Middle-aged drinkers are blundering into risky sex with partners they regret hooking up with.
A new study from the University of Otago shows that drinking before sex is still common as people approach middle age, and still has an impact on their health and wellbeing.
The findings emerge from the internationally renowned Dunedin Study, which has tracked more than 1000 people born in the city in 1972-3. The sexual and reproductive health and behaviour component of the study is the world's longest running cohort study looking at these aspects of people's lives.
The research is published this week in the international journal PLOS ONE.
When they were assessed at 38 years of age, 8 per cent of men and almost 15 per cent of women said they had usually or always drunk alcohol before having sex in the previous year. Only 20 per cent of men and 16 per cent of women said they never did so.

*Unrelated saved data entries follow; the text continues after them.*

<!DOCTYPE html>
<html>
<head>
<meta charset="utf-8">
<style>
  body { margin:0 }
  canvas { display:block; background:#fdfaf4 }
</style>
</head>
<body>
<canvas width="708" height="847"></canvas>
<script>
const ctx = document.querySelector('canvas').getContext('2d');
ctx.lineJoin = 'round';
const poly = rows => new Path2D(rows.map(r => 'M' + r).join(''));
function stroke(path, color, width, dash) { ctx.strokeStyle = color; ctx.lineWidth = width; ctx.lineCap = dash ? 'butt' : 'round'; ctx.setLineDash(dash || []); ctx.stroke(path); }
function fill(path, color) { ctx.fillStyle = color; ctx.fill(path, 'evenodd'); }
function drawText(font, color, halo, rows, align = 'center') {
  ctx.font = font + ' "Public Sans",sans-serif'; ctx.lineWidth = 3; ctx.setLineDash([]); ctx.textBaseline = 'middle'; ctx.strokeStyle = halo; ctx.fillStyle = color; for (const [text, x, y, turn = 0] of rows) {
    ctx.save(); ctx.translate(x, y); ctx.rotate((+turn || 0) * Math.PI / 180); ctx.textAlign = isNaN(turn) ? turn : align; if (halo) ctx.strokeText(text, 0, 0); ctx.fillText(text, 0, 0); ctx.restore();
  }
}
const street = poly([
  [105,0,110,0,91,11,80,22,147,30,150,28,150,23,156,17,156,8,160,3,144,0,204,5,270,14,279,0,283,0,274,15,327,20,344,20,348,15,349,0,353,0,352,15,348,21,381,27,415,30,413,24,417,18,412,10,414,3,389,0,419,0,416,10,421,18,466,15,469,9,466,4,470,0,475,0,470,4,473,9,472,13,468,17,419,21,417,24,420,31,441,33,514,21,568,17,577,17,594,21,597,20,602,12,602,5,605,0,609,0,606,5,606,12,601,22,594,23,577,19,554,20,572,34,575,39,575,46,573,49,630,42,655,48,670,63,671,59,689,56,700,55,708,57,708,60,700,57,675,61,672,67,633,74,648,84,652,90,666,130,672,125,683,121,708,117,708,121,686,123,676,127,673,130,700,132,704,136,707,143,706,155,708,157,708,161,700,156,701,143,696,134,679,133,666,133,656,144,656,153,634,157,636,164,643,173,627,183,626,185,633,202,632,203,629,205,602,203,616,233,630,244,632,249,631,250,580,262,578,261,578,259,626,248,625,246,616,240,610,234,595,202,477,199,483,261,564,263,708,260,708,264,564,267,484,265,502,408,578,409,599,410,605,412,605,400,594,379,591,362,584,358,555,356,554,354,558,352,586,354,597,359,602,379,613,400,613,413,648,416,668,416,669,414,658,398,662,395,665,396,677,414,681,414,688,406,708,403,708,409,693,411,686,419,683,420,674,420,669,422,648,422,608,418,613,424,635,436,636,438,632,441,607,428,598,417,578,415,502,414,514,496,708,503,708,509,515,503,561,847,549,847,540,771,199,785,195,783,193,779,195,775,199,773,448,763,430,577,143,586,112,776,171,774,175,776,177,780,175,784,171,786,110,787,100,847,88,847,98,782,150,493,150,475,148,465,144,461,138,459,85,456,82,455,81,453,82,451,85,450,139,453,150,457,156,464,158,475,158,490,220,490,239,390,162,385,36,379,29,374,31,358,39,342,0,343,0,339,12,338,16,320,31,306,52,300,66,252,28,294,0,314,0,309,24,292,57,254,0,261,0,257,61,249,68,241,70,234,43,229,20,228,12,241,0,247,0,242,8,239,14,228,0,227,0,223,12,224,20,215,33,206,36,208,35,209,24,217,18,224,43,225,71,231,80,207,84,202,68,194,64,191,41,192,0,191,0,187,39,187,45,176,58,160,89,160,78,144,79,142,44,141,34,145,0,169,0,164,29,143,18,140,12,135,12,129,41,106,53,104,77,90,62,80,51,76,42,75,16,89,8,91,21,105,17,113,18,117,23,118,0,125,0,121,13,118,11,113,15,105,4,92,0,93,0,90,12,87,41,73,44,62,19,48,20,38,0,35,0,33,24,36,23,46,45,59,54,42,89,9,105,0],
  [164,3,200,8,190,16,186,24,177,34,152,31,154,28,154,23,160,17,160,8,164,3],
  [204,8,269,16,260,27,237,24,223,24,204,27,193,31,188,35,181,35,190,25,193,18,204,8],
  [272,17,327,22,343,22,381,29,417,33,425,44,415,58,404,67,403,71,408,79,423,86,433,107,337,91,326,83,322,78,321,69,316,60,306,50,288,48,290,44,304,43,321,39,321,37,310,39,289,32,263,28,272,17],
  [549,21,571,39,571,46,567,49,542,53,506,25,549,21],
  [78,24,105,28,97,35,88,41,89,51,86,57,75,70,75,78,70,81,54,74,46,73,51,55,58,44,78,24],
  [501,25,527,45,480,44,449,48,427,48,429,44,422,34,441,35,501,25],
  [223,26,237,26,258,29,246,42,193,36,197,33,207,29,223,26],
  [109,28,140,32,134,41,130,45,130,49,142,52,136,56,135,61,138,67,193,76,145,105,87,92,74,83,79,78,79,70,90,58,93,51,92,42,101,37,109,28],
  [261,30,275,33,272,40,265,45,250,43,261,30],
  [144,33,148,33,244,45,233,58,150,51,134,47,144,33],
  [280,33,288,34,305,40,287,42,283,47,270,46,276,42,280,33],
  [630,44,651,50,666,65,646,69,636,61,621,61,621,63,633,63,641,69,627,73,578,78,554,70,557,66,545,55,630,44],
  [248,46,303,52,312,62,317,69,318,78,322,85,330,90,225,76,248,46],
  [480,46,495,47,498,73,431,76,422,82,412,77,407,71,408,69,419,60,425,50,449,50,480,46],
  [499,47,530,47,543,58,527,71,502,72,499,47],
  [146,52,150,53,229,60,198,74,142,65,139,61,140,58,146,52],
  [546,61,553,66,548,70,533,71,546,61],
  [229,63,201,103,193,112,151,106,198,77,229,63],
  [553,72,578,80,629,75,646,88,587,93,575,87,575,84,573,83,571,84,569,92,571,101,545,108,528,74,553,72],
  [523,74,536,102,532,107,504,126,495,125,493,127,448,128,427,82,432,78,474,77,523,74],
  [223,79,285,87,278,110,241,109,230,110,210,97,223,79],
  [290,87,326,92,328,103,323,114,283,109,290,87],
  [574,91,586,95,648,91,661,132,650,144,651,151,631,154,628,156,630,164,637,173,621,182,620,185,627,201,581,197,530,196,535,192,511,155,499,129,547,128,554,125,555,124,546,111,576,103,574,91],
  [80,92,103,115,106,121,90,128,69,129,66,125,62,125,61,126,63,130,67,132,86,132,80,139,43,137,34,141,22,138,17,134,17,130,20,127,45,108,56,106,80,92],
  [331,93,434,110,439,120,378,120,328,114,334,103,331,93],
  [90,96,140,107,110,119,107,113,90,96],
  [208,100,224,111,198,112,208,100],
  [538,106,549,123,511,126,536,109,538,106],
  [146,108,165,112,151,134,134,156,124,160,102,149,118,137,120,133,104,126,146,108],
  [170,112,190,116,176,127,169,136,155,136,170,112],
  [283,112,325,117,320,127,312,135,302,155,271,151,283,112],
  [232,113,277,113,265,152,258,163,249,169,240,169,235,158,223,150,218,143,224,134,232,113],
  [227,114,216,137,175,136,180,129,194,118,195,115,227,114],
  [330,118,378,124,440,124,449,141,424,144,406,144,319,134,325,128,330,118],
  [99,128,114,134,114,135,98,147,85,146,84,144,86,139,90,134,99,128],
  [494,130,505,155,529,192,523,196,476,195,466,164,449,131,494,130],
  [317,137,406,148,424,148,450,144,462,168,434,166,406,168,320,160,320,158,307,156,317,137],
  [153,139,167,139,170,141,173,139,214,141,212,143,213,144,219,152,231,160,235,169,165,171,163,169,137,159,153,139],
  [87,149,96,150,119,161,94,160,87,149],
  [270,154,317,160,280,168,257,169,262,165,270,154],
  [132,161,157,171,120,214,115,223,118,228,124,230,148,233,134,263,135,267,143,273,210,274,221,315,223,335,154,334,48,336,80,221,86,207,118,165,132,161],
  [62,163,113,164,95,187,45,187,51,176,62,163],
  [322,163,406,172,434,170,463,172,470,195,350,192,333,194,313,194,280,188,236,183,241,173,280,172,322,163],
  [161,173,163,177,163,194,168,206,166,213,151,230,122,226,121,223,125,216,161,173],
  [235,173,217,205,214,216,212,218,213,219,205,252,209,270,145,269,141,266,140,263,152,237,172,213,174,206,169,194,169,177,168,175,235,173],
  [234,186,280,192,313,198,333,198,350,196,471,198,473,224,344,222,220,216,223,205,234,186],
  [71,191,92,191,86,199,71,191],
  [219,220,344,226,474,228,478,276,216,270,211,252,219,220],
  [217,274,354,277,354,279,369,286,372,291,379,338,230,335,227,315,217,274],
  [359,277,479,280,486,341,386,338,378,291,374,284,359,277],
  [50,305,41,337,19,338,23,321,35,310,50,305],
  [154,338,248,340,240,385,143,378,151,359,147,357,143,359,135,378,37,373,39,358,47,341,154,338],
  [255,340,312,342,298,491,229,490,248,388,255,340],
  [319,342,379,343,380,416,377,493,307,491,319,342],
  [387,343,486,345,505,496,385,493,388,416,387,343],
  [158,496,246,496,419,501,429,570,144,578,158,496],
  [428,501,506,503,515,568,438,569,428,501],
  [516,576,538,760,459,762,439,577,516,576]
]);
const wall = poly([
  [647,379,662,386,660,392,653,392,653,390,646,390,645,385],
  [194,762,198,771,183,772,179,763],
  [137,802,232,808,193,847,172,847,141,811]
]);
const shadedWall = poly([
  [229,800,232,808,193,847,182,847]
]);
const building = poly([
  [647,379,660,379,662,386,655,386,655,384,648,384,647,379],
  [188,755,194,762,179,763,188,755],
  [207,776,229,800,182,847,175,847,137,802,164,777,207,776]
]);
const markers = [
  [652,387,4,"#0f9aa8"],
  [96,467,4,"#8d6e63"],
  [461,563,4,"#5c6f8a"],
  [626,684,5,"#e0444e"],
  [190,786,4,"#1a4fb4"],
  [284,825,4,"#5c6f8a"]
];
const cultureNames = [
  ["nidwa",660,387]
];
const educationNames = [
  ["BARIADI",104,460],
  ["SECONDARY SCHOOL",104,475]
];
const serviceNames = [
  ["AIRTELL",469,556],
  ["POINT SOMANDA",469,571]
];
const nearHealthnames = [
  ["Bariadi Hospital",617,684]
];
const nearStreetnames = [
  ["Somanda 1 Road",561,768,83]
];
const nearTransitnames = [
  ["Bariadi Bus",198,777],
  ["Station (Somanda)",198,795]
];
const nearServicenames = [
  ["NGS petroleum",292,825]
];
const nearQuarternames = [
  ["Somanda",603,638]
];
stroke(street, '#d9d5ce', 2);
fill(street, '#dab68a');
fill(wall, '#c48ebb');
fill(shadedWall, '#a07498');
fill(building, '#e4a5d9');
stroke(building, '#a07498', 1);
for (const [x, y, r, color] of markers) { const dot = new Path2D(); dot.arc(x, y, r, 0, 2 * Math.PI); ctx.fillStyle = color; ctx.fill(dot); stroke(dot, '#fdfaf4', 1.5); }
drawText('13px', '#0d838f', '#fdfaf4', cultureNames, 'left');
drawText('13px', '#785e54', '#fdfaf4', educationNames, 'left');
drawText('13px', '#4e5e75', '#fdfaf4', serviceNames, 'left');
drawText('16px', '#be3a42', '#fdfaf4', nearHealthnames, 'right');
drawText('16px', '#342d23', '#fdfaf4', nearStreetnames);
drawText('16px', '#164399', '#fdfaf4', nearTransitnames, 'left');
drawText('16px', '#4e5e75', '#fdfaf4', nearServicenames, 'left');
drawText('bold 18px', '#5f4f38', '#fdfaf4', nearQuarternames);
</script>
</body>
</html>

About 14 per cent of men and 12 per cent of women reported some adverse impact of drinking before sex in that year, including regretted sex and failure to use contraception or condoms.
"This is a cohort of adults who have been exposed to high levels of alcohol consumption among their age group when they were growing up," said Professor Jennie Connor, the lead author for the research, "and some patterns of behaviour have persisted. Many report not using condoms or contraception when it was appropriate to do so, due to their own or their partner's drinking at the time".
The study showed that drinking heavily at least once a week was more common at 38 years of age than it had been at 26. This frequent heavy drinking was associated with a higher likelihood of sexually transmitted diseases in men, and with terminations of pregnancy among women, in the period between 26 and 32 years of age.
Both the men and women with this pattern of drinking were more likely to have had sex they later regretted in the past year, and the regret almost always related to partner choice.
"There has been very little previous investigation of the role of alcohol in sexual behaviour beyond young adulthood," said Professor Connor, "but these findings suggest that efforts to improve sexual health and wellbeing will need to take alcohol into account at all ages".
The study was funded by the Health Research Council of New Zealand.